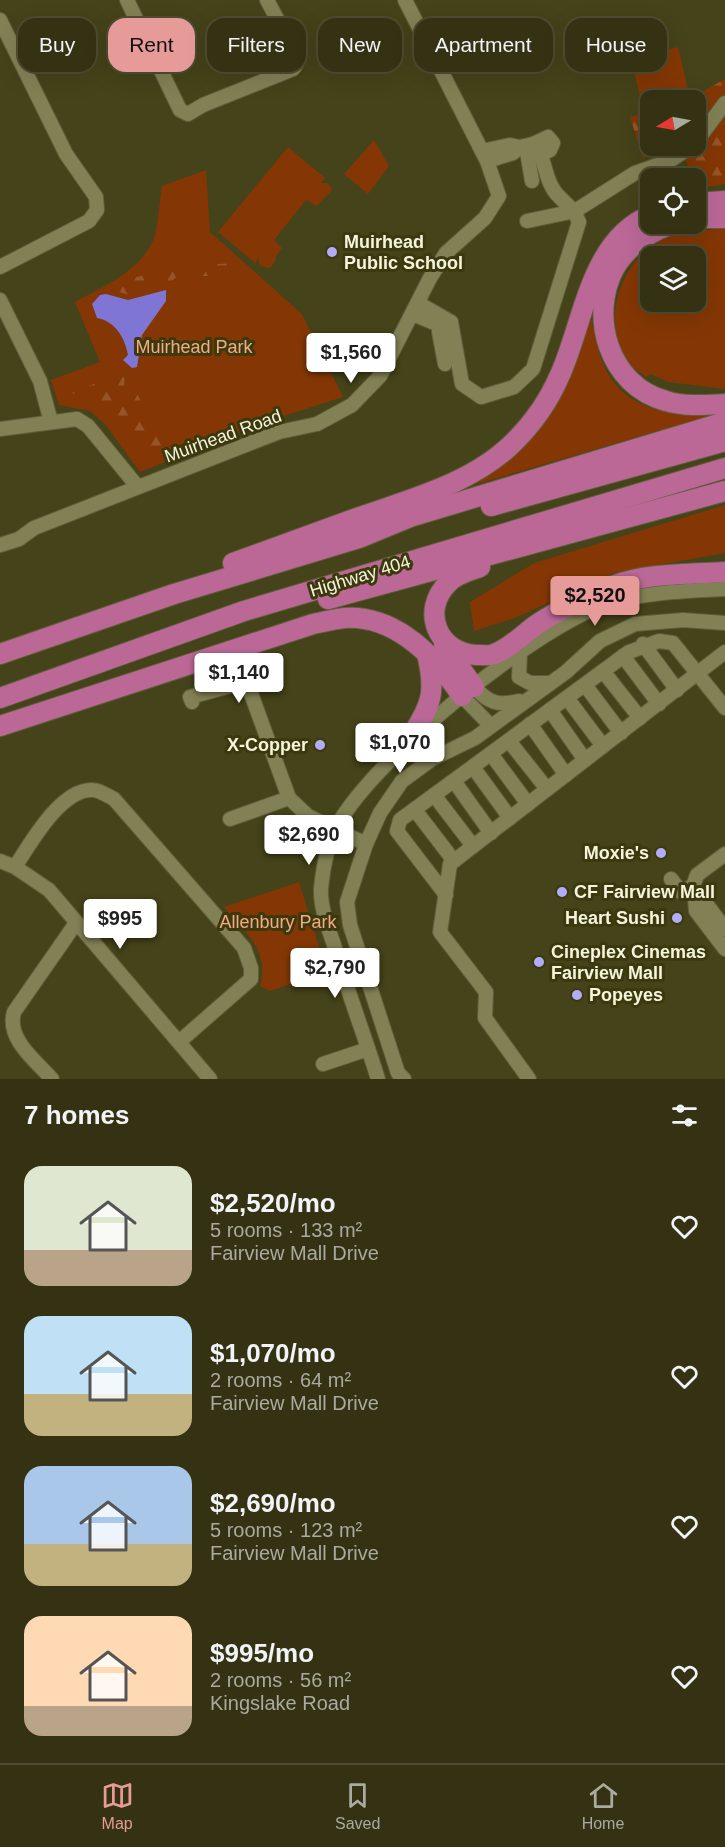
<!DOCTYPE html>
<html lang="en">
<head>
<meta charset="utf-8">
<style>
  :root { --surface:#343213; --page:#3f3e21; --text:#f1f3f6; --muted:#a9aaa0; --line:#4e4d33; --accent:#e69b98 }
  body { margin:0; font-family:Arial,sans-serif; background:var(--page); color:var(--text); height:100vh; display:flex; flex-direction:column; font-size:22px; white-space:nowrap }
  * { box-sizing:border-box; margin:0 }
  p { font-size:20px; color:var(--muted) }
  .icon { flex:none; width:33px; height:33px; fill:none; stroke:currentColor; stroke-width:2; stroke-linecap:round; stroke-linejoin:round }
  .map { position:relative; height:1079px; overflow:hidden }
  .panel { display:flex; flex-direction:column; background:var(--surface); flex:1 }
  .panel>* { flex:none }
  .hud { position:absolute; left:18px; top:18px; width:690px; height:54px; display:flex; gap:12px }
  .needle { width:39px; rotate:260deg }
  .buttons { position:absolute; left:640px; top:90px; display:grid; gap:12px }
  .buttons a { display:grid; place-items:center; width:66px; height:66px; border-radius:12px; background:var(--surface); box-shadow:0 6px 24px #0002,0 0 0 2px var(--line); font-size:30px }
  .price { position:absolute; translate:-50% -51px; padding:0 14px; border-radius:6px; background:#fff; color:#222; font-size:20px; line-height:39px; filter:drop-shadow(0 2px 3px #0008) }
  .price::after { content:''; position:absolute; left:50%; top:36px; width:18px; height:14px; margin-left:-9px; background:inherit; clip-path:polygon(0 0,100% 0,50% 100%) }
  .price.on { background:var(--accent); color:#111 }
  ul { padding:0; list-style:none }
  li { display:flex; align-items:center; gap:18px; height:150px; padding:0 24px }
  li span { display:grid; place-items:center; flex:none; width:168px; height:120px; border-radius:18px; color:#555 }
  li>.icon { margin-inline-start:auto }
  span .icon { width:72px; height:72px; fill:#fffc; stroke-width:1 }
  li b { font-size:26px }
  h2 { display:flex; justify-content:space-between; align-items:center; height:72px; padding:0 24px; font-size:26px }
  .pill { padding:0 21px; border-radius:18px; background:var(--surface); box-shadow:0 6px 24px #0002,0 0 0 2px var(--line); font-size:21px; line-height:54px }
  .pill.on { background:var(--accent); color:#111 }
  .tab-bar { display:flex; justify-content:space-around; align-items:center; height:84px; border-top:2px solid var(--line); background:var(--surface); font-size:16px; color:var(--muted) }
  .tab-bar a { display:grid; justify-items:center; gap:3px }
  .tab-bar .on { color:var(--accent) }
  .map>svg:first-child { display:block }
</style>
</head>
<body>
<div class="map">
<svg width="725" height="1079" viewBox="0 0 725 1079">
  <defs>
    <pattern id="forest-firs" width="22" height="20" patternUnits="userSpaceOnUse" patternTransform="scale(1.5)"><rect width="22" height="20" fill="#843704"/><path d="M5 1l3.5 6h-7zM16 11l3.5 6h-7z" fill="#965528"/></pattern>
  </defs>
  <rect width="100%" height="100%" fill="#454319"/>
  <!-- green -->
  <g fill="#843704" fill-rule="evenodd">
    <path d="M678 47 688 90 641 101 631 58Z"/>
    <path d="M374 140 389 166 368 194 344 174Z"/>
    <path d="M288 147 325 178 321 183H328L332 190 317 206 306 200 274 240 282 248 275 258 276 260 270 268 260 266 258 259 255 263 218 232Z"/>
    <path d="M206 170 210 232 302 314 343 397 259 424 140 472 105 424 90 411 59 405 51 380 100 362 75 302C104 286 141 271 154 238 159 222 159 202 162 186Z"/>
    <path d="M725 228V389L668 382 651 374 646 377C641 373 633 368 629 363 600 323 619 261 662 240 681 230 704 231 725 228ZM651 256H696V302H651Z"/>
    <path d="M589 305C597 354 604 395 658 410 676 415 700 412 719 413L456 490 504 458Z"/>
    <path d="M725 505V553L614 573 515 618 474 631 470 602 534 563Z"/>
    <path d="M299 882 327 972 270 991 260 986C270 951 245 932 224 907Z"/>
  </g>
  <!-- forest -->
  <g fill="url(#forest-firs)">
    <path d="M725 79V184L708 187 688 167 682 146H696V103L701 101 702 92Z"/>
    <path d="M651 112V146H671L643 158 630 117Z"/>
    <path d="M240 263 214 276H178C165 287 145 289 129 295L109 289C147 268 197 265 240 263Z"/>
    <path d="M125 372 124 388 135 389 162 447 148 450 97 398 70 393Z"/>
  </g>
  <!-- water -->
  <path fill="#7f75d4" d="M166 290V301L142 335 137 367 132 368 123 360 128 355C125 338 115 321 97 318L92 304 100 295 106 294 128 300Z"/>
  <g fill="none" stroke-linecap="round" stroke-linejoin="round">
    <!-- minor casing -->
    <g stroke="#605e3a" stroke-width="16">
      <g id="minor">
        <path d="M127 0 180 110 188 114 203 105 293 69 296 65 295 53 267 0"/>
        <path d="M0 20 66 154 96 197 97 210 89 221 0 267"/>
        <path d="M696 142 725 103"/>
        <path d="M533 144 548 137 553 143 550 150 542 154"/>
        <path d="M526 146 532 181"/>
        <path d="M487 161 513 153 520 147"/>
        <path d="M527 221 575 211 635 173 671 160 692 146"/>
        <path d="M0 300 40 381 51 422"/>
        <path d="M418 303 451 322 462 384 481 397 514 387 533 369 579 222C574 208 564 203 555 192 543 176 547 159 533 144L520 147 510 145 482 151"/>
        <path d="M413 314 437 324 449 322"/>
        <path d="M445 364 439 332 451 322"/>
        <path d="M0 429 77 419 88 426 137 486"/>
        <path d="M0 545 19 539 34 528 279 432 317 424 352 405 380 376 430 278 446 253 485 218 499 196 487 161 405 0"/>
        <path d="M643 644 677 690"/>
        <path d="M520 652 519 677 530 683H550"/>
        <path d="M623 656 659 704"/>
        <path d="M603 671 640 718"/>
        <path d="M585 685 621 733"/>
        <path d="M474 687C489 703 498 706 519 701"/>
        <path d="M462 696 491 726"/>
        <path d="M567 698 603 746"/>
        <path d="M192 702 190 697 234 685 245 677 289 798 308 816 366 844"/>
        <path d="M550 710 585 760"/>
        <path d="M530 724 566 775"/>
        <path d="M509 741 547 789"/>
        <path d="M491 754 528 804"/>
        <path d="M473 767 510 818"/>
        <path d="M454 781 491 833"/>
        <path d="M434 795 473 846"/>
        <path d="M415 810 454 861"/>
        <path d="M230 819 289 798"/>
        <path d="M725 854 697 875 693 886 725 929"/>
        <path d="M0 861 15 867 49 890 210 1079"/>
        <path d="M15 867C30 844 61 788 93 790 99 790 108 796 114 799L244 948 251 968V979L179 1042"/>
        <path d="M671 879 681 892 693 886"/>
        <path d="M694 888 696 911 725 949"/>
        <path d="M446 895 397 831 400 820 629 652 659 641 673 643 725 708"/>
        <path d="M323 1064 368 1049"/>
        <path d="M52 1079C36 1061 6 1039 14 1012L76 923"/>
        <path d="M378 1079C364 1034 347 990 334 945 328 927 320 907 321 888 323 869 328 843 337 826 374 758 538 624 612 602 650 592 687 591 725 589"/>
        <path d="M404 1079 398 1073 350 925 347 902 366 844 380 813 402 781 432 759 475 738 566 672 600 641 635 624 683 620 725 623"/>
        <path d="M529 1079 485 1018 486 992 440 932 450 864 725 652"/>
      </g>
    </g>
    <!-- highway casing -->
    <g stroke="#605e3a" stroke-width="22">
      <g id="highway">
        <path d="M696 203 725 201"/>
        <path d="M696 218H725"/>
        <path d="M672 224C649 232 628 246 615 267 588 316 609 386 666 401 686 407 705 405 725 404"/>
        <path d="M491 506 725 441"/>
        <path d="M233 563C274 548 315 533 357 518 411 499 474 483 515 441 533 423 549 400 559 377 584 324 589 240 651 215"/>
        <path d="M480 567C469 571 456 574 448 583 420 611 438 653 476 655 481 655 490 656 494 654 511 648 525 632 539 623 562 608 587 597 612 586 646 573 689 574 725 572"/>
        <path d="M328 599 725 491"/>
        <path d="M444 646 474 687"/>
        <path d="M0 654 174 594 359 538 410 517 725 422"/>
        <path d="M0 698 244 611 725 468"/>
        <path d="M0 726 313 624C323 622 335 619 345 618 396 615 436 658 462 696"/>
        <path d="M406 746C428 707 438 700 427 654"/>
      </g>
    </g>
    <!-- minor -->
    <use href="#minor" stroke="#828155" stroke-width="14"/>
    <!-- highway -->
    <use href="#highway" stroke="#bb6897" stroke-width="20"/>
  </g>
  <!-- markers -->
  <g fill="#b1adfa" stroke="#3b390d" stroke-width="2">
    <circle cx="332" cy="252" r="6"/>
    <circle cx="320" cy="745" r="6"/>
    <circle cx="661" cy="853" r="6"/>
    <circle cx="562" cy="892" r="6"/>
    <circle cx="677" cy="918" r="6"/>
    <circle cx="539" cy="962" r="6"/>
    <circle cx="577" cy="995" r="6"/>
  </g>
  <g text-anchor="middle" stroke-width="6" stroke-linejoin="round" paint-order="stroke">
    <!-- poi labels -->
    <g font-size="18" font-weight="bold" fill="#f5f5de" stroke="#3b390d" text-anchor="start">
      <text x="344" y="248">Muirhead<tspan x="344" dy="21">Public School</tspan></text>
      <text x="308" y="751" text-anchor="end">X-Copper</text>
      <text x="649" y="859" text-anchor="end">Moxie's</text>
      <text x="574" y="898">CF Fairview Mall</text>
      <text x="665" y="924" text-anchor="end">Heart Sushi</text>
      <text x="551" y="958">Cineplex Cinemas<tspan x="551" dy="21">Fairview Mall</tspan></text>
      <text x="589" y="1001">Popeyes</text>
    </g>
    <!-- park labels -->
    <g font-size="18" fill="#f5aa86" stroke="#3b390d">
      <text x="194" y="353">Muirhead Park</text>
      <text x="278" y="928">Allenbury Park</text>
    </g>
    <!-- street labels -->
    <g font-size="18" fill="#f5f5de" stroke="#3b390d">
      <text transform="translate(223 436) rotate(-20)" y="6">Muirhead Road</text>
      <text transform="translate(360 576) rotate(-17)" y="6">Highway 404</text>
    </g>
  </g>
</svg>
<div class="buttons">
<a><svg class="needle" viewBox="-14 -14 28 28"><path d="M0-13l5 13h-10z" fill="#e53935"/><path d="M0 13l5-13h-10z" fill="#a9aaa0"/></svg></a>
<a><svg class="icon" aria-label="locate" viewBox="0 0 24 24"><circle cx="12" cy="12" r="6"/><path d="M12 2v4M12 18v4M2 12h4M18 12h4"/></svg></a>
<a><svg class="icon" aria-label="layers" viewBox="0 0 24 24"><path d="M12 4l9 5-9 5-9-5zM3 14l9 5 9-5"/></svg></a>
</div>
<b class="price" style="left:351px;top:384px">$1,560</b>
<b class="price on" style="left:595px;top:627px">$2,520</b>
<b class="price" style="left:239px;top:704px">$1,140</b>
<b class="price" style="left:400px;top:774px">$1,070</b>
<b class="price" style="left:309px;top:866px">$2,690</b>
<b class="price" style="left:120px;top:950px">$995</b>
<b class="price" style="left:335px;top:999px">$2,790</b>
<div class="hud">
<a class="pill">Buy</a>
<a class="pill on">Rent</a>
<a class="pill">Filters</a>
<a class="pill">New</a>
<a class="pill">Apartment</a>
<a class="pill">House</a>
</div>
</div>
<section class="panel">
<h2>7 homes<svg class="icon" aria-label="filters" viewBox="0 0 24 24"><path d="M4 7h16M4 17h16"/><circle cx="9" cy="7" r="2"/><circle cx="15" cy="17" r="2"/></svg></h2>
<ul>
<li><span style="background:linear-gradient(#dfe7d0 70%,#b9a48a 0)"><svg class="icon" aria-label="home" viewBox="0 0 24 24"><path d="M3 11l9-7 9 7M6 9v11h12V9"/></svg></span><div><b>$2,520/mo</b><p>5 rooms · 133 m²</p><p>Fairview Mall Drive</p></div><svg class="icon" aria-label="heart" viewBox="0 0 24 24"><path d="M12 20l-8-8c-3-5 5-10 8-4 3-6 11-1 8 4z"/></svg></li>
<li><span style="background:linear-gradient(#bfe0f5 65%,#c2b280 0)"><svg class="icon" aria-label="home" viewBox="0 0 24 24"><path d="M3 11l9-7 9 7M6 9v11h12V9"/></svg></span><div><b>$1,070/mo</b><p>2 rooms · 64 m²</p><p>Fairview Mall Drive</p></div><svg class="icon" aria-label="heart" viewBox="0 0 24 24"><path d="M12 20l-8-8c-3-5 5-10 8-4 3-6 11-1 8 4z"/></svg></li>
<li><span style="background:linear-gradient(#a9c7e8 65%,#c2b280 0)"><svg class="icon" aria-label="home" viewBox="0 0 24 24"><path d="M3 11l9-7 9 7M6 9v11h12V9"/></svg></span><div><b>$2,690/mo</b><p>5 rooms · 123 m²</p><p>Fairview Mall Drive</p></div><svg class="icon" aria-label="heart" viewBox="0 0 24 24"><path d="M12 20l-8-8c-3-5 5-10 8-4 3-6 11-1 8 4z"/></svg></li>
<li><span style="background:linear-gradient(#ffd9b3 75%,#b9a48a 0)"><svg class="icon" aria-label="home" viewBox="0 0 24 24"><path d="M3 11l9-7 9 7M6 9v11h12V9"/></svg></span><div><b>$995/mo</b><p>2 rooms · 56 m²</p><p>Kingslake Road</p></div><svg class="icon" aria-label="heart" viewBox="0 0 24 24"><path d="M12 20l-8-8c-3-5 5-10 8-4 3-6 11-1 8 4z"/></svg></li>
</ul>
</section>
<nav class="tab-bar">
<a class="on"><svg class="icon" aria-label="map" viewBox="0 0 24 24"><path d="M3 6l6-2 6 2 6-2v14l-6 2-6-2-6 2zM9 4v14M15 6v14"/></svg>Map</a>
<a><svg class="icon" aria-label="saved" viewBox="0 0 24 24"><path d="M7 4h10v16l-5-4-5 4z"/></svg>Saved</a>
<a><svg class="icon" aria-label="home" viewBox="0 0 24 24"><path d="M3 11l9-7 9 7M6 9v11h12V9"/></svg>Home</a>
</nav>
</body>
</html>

- _EXERCISE AIM_
Copy down every line of the entries containing the word "labels".

- _PROBLEM SOLUTION_
    <!-- poi labels -->
    <!-- park labels -->
    <!-- street labels -->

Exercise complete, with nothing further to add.